### Records shown ###
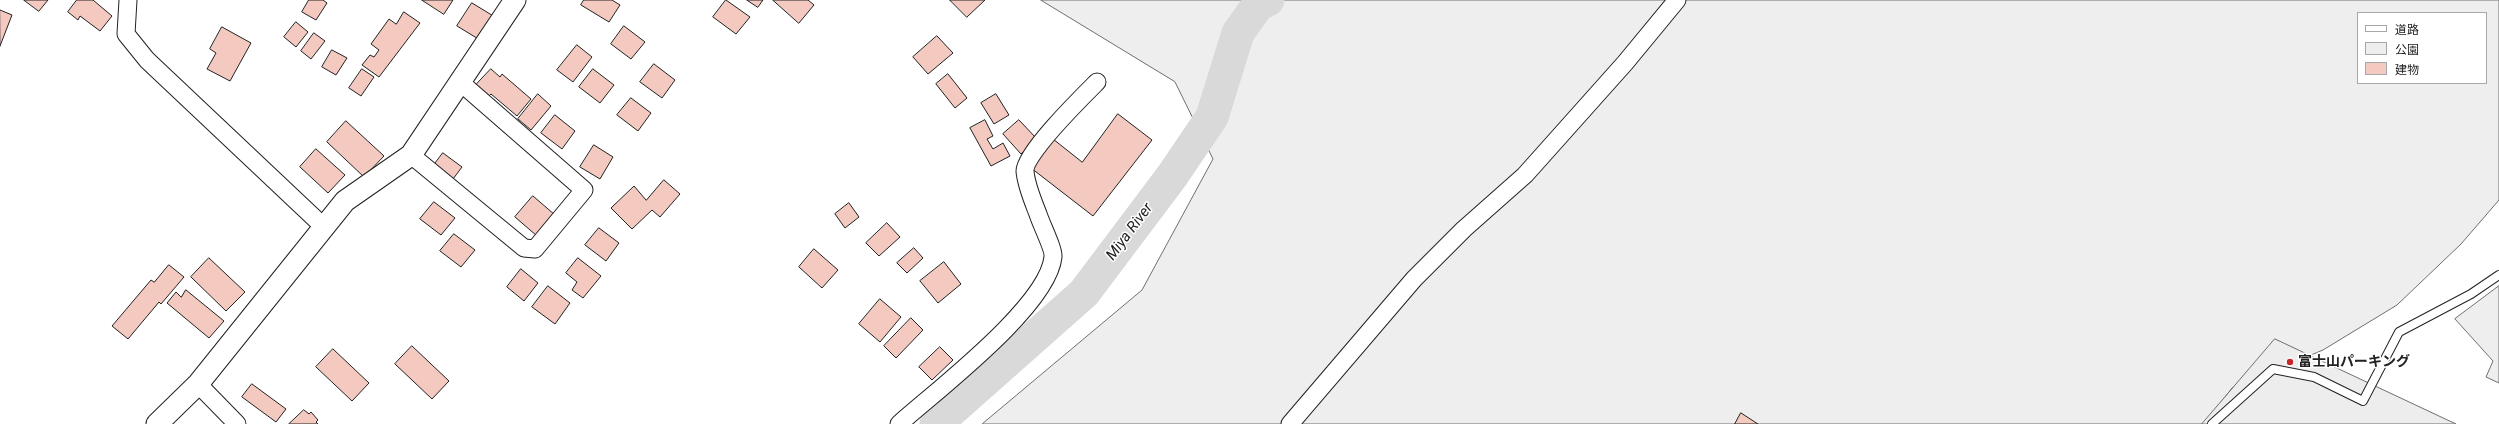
<!DOCTYPE html>
<html>
<head>
<meta charset="utf-8">
<style>
	body { margin:0 }
	#map { position:relative; width:2499px; height:424px; overflow:hidden; background:#fff; font-family:Roboto,"Noto Sans JP",sans-serif }
	canvas { display:block }
	.legend { position:absolute; left:2357px; top:12px; width:130px; height:72px; box-sizing:border-box; background:#fff; border:1px solid #a7a7a7; margin:0; padding:5px 7px; list-style:none; font-size:12px; color:#222 }
	.legend li { display:flex; align-items:center; gap:8px; height:20px }
	.legend b { width:20px; border:1px solid #a7a7a7 }
</style>
</head>
<body>
<div id="map">
<canvas width="2499" height="424"></canvas>
<ul class="legend">
<li><b style="height:5px;background:#fff"></b>道路</li>
<li><b style="height:11px;background:#eee"></b>公園</li>
<li><b style="height:11px;background:#f3c9c0"></b>建物</li>
</ul>
</div>
<script>
const g = document.querySelector('canvas').getContext('2d');
g.lineJoin = 'round';
function fill(path, color) { g.fillStyle = color; g.fill(path, 'evenodd'); }
function strokePath(path, color, width, dash) { g.strokeStyle = color; g.lineWidth = width; g.lineCap = dash ? 'butt' : 'round'; g.setLineDash(dash || []); g.stroke(path); }
function drawText(font, color, halo, rows, align = 'center') {
  g.font = font + ' Roboto,"Noto Sans JP",sans-serif'; g.lineWidth = 3; g.setLineDash([]); g.textBaseline = 'middle'; g.strokeStyle = halo; g.fillStyle = color; for (const [text, x, y, turn = 0] of rows) {
    g.save(); g.translate(x, y); g.rotate((+turn || 0) * Math.PI / 180); g.textAlign = isNaN(turn) ? turn : align; if (halo) g.strokeText(text, 0, 0); g.fillText(text, 0, 0); g.restore();
  }
}
const green = new Path2D(`
	M 1041,0 L 2499,0 L 2499,200 L 2461,244 L 2397,305 L 2323,350 L 2232,388 L 2205,424 L 982,424 L 1142,290 L 1213,159 L 1175,82 ZM 2358,13 L 2486,13 L 2486,83 L 2358,83 Z
	M 2499,286 L 2499,383 L 2486,377 L 2493,361 L 2455,319 Z`);
const parking = new Path2D(`
	M 2275,339 L 2456,424 L 2202,424 Z`);
const river = new Path2D(`
	M 936,424 L 1084,293 L 1172,176 L 1212,117 L 1238,33 L 1258,5 L 1268,0`);
const building = new Path2D(`
	M 24,0 L 48,0 L 39,11 Z
	M 77,0 L 93,0 L 112,16 L 100,31 L 80,16 L 78,20 L 68,12 Z
	M 309,0 L 323,0 L 327,3 L 316,20 L 302,12 Z
	M 422,0 L 453,0 L 444,14 Z
	M 584,0 L 612,0 L 620,5 L 609,22 L 581,5 Z
	M 726,0 L 750,17 L 736,34 L 713,17 Z
	M 747,0 L 763,0 L 758,7 Z
	M 773,0 L 808,0 L 814,5 L 799,23 Z
	M 950,0 L 985,0 L 967,17 Z
	M 472,3 L 495,17 L 480,40 L 457,26 Z
	M 0,10 L 12,15 L 0,46 Z
	M 404,12 L 420,23 L 379,77 L 362,65 L 370,55 L 374,57 L 379,50 L 371,44 L 389,19 L 396,24 Z
	M 296,22 L 308,32 L 296,47 L 284,37 Z
	M 624,26 L 645,42 L 631,59 L 611,44 Z
	M 222,27 L 251,43 L 230,81 L 207,69 L 216,53 L 210,49 Z
	M 314,33 L 325,41 L 311,59 L 301,51 Z
	M 937,36 L 953,53 L 928,74 L 913,57 Z
	M 577,45 L 592,57 L 573,82 L 557,70 Z
	M 332,50 L 347,58 L 336,75 L 322,67 Z
	M 654,64 L 675,80 L 662,98 L 640,82 Z
	M 362,69 L 374,77 L 361,96 L 349,88 Z
	M 491,69 L 500,77 L 502,74 L 531,99 L 517,116 L 491,94 L 488,97 L 475,86 Z
	M 593,69 L 614,85 L 600,103 L 579,87 Z
	M 948,74 L 967,98 L 955,108 L 936,84 Z
	M 538,94 L 551,106 L 531,130 L 518,119 Z
	M 996,94 L 1009,115 L 994,124 L 981,103 Z
	M 631,98 L 651,113 L 638,131 L 617,115 Z
	M 1118,114 L 1152,140 L 1093,216 L 1031,168 L 1053,139 L 1082,162 Z
	M 555,115 L 575,131 L 562,149 L 541,133 Z
	M 985,120 L 993,136 L 987,139 L 993,149 L 1003,143 L 1010,156 L 991,166 L 970,128 Z
	M 1019,120 L 1037,139 L 1021,154 L 1003,134 Z
	M 346,121 L 384,156 L 364,177 L 327,142 Z
	M 594,145 L 613,157 L 600,179 L 580,167 Z
	M 316,149 L 345,175 L 328,193 L 300,167 Z
	M 443,153 L 462,167 L 453,179 L 434,165 Z
	M 664,180 L 680,194 L 660,217 L 652,210 L 632,229 L 611,208 L 634,186 L 646,200 Z
	M 533,196 L 555,215 L 537,236 L 515,217 Z
	M 434,202 L 455,218 L 441,235 L 420,219 Z
	M 849,203 L 859,217 L 845,228 L 835,214 Z
	M 887,223 L 900,237 L 879,256 L 866,243 Z
	M 599,228 L 619,243 L 606,261 L 585,245 Z
	M 454,234 L 475,250 L 461,267 L 440,251 Z
	M 914,248 L 923,258 L 907,273 L 897,263 Z
	M 814,249 L 838,270 L 822,288 L 799,267 Z
	M 209,258 L 245,292 L 226,311 L 191,277 Z
	M 578,258 L 601,276 L 583,298 L 572,290 L 577,282 L 566,273 Z
	M 944,262 L 961,284 L 938,303 L 920,281 Z
	M 169,265 L 184,277 L 161,304 L 159,302 L 128,339 L 112,326 L 151,280 L 154,282 Z
	M 521,269 L 538,283 L 524,301 L 507,287 Z
	M 548,286 L 570,303 L 555,324 L 532,307 Z
	M 186,290 L 224,321 L 209,338 L 167,303 L 176,292 L 181,297 Z
	M 880,299 L 901,317 L 880,342 L 859,324 Z
	M 911,318 L 923,330 L 896,358 L 884,346 Z
	M 412,346 L 449,381 L 432,399 L 395,364 Z
	M 940,347 L 953,360 L 932,380 L 919,367 Z
	M 333,349 L 369,383 L 352,401 L 316,367 Z
	M 252,384 L 286,409 L 276,422 L 242,397 Z
	M 304,410 L 309,414 L 311,412 L 318,420 L 316,422 L 318,424 L 289,424 Z
	M 1741,413 L 1758,424 L 1735,424 Z`);
const service = new Path2D(`
	M 2212,424 L 2273,369 L 2314,377 L 2363,401 L 2399,332 L 2471,294 L 2499,275`);
const minor = new Path2D(`
	M 128,0 L 126,34 L 147,60 L 325,228
	M 411,155 L 524,248 L 535,249 L 584,190 L 460,82
	M 198,384 L 237,424
	M 899,424 C 937,390 1048,306 1053,257 C 1054,249 1041,224 1038,214 C 1033,201 1026,185 1025,171 C 1024,154 1083,96 1097,82
	M 1290,424 L 1414,279 L 1464,229 L 1525,175 L 1625,63 L 1677,0`);
const tertiary = new Path2D(`
	M 157,424 L 198,384 L 345,201 L 411,155 L 515,0`);
const markers = [
	[2290,362,4,"#c62828"]
];
const poiNames = [
	["富士山パーキング",2298,362]
];
const waterNames = [
	["Miya River",1130,232,-53]
];
fill(green, '#eee');
strokePath(green, '#6f6f6f', 1);
fill(parking, '#ededed');
strokePath(parking, '#6f6f6f', 1);
strokePath(river, '#d9d9d9', 33);
fill(building, '#f3c9c0');
strokePath(building, '#222', 1);
strokePath(service, '#222', 10);
strokePath(minor, '#222', 19);
strokePath(tertiary, '#222', 23);
strokePath(service, '#fff', 8);
strokePath(minor, '#fff', 17);
strokePath(tertiary, '#fff', 21);
for (const [x, y, r, color] of markers) { const dot = new Path2D(); dot.arc(x, y, r, 0, 2 * Math.PI); g.fillStyle = color; g.fill(dot); strokePath(dot, '#fff', 1.5); }
drawText('bold 14px', '#222', '#fff', poiNames, 'left');
drawText('italic 15px', '#222', '#fff', waterNames);
</script>
</body>
</html>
###
Please output the lines of the listing above that fall in the stretch from the one with "M 333,349 L 369,383 L 352,401 L 316,367 Z" through the one with "M 198,384 L 237,424", exactly and only those.

	M 333,349 L 369,383 L 352,401 L 316,367 Z
	M 252,384 L 286,409 L 276,422 L 242,397 Z
	M 304,410 L 309,414 L 311,412 L 318,420 L 316,422 L 318,424 L 289,424 Z
	M 1741,413 L 1758,424 L 1735,424 Z`);
const service = new Path2D(`
	M 2212,424 L 2273,369 L 2314,377 L 2363,401 L 2399,332 L 2471,294 L 2499,275`);
const minor = new Path2D(`
	M 128,0 L 126,34 L 147,60 L 325,228
	M 411,155 L 524,248 L 535,249 L 584,190 L 460,82
	M 198,384 L 237,424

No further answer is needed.